The Wall Street Journal is reporting that sources briefed on the matter have said Apple is developing two new iPhones this summer—including one that’s built for Verizon Wireless—which coincides with the end of AT&T’s three-year iPhone exclusivity deal with Apple.
This new iPhone model will run on the CDMA cellular network, which is used by Verizon. The CDMA iPhone is being manufactured by Pegatron Technology, a subsidiary of Taiwan’s ASUSTek Computer, according to the Wall Street Journal.
Last summer, USA Today reported anonymous sources saying Apple and Verizon were thick in talks to create a new version of the iPhone that would run on CDMA. In a CIO.com story, Gartner analyst Ken Dulaney said at the time: “I don’t think it’s real. Apple has said publicly that they don’t care for CDMA because it’s not a WW standard. Thus, the first time Apple could show up on Verizon is when they move to LTE, which is about 2012.”

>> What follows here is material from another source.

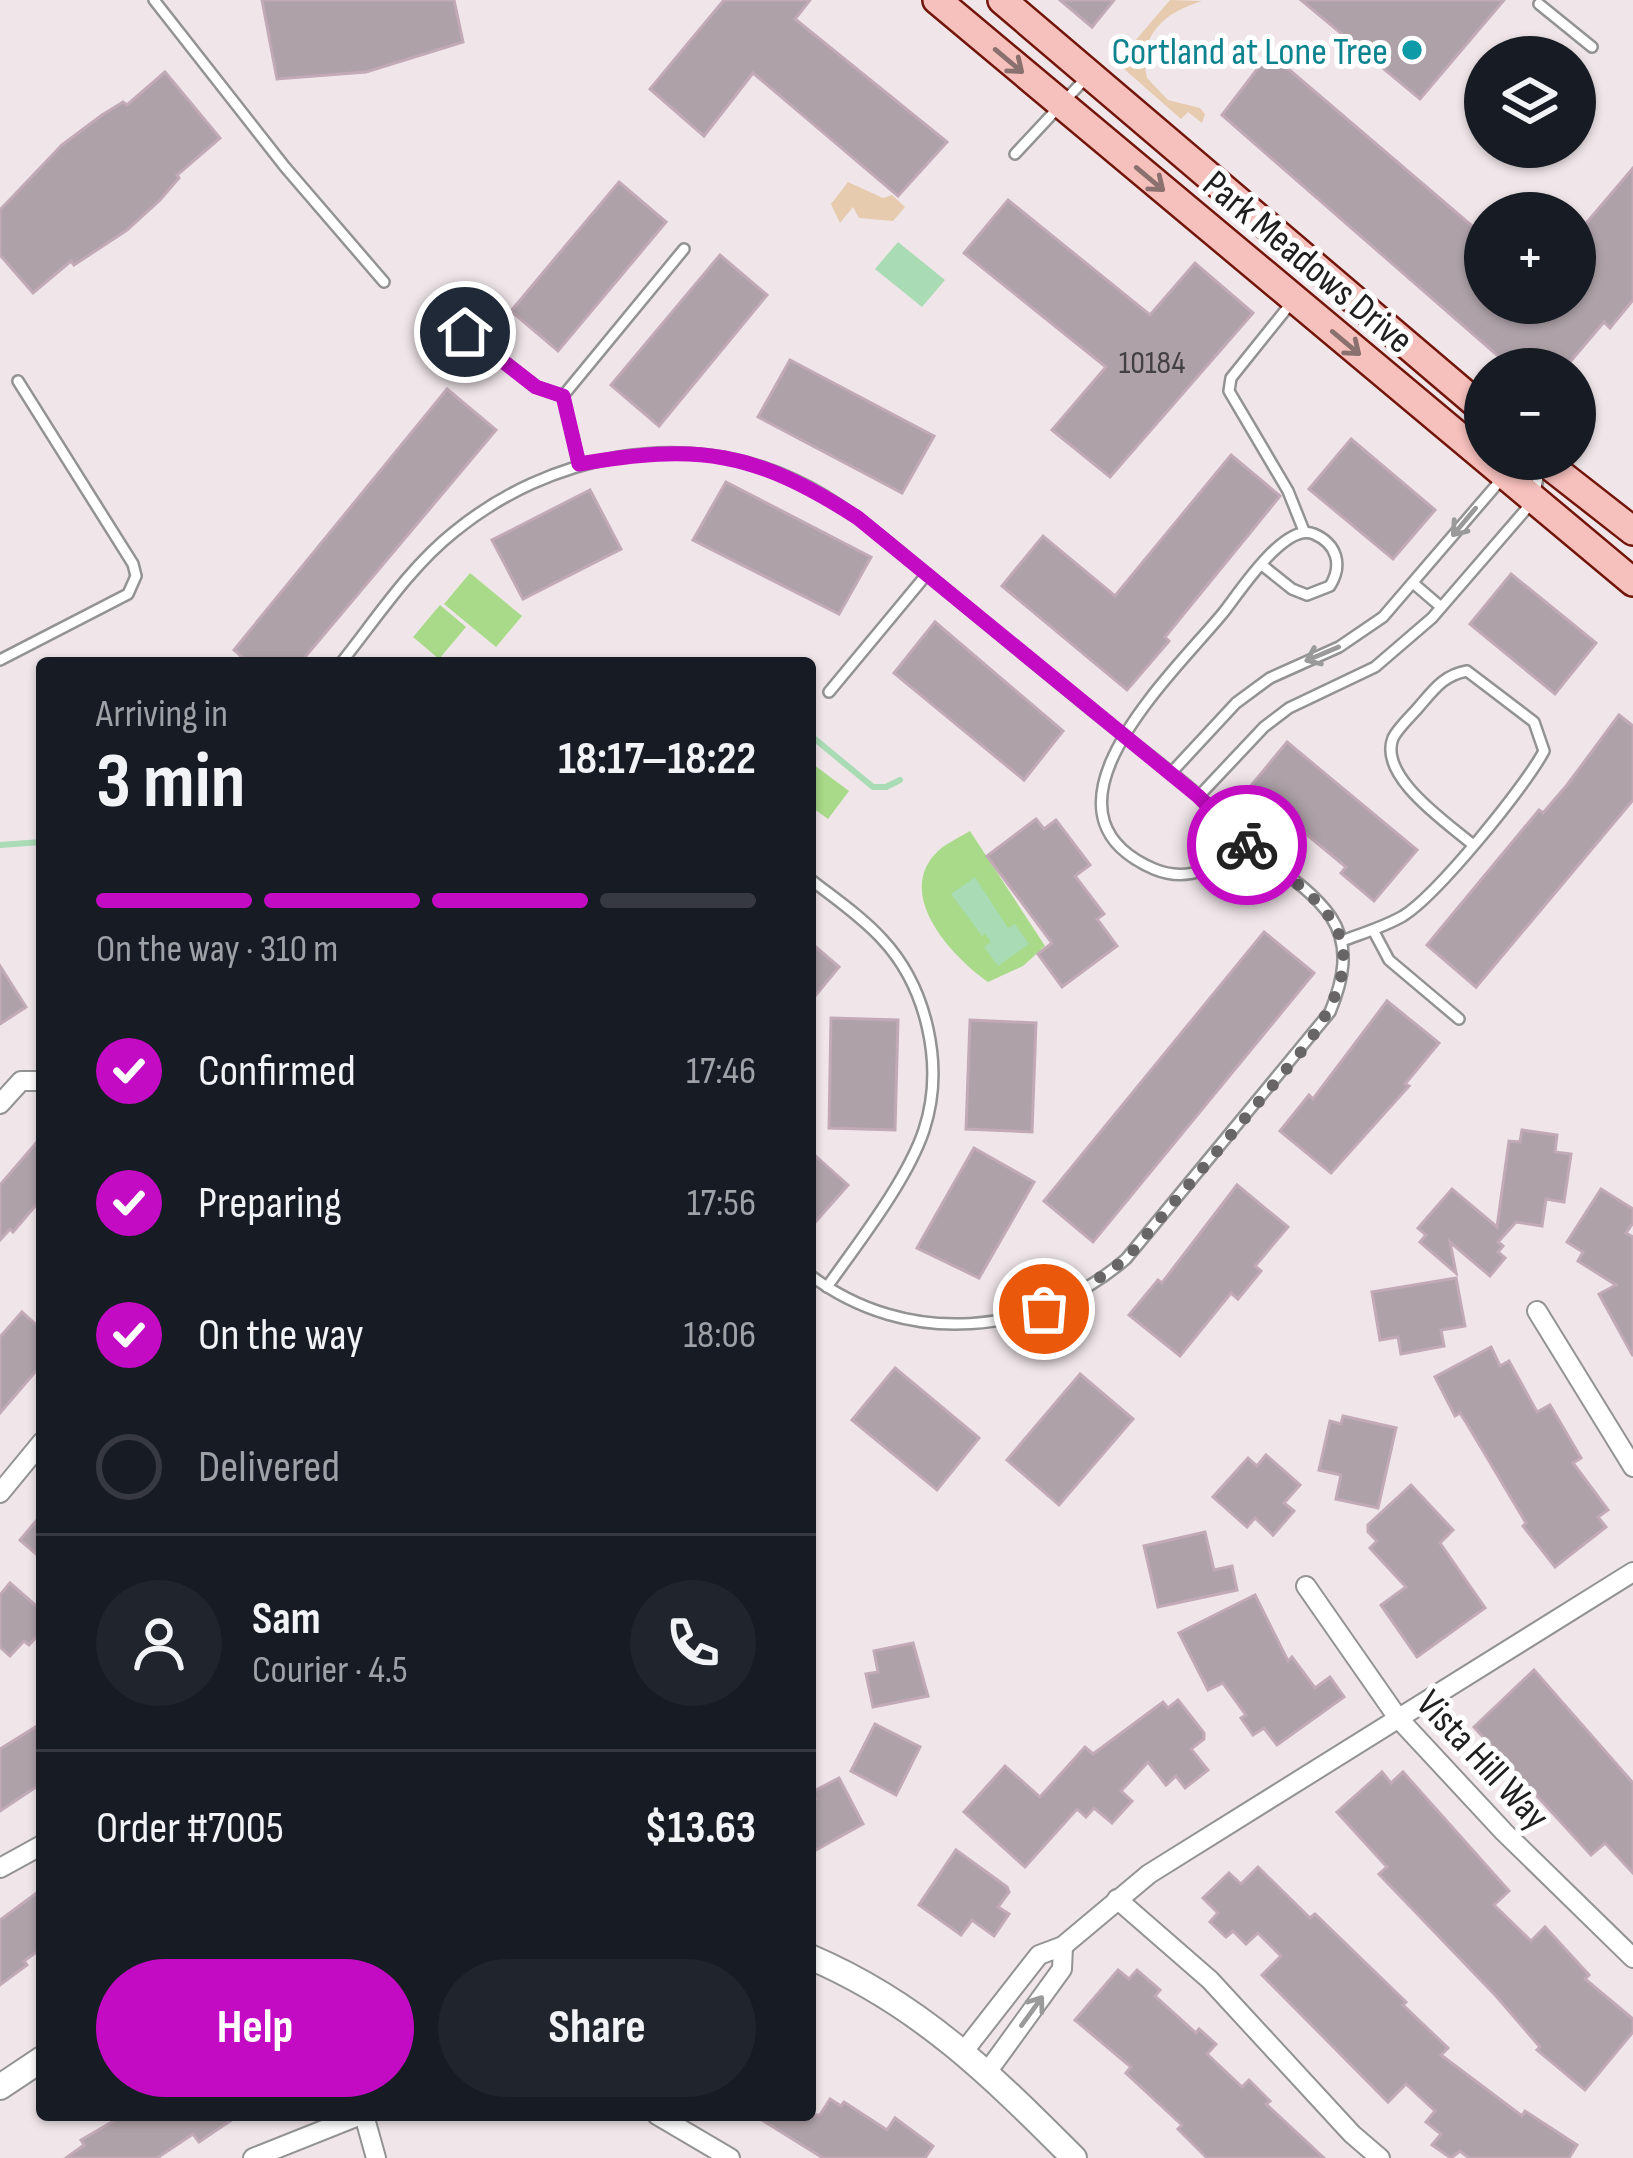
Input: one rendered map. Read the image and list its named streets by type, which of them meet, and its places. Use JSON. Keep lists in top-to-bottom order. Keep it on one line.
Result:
{"streets":{"main road":["Park Meadows Drive"],"street":["Vista Hill Way"]},"places":["Cortland at Lone Tree"],"house_numbers":["10184"],"page":{"map_buttons":["+","−"],"heading":["3 min","Arriving in","18:17–18:22"],"panel":["Sam","Courier · 4.5","Order #7005","$13.63"],"bar":"On the way · 310 m","list":[["Confirmed","17:46"],["Preparing","17:56"],["On the way","18:06"],"Delivered"],"buttons":["Help","Share"]}}
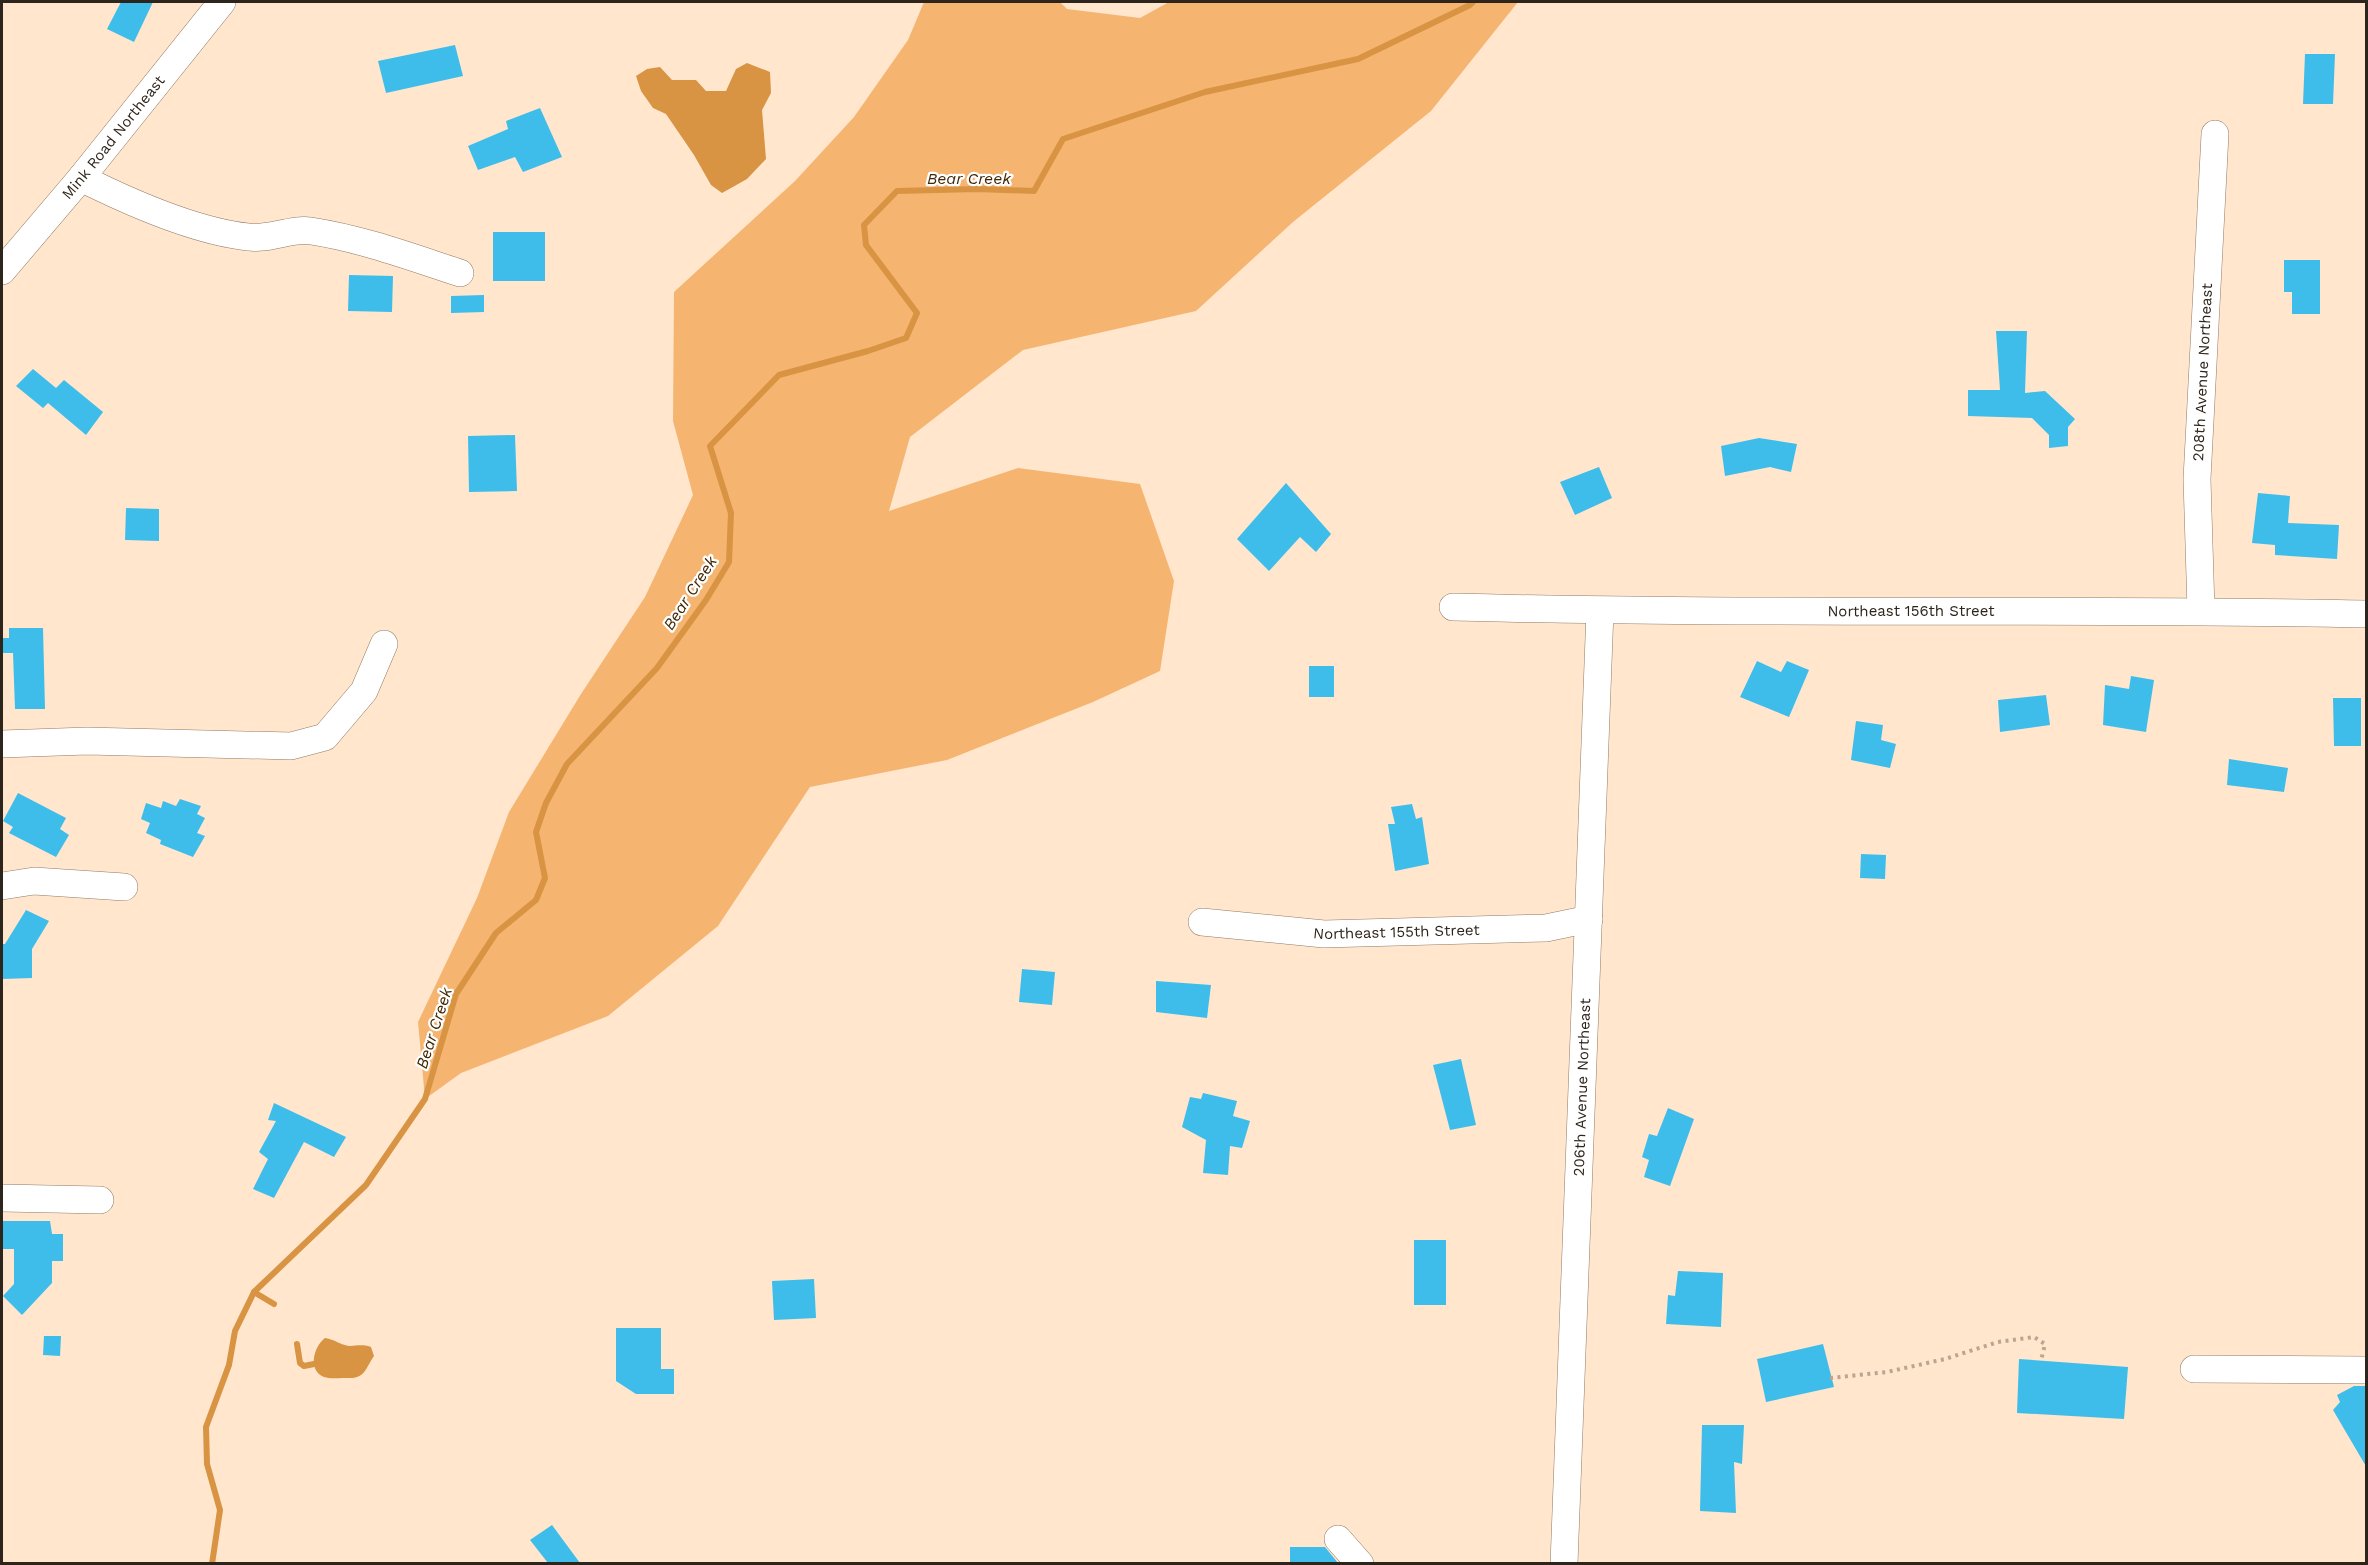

Perhaps Apple has had a change of heart. Since the rumors started last summer, furor over AT&T’s shoddy service has reached a crescendo for many iPhone owners, especially in New York City and San Francisco. The iPhone is also facing stiff competition from exciting new smartphones, namely the Droid.
A Verizon deal would give Apple access to 80 million new customers, as well as deal a blow to AT&T. Verizon and AT&T have been in an aggressive, comparative ad war over each other’s coverage and service.
“There has been lots of incorrect speculation on CDMA iPhones for a long time. We haven’t seen one yet and only Apple knows when that might occur,” an AT&T spokesman told the Wall Street Journal.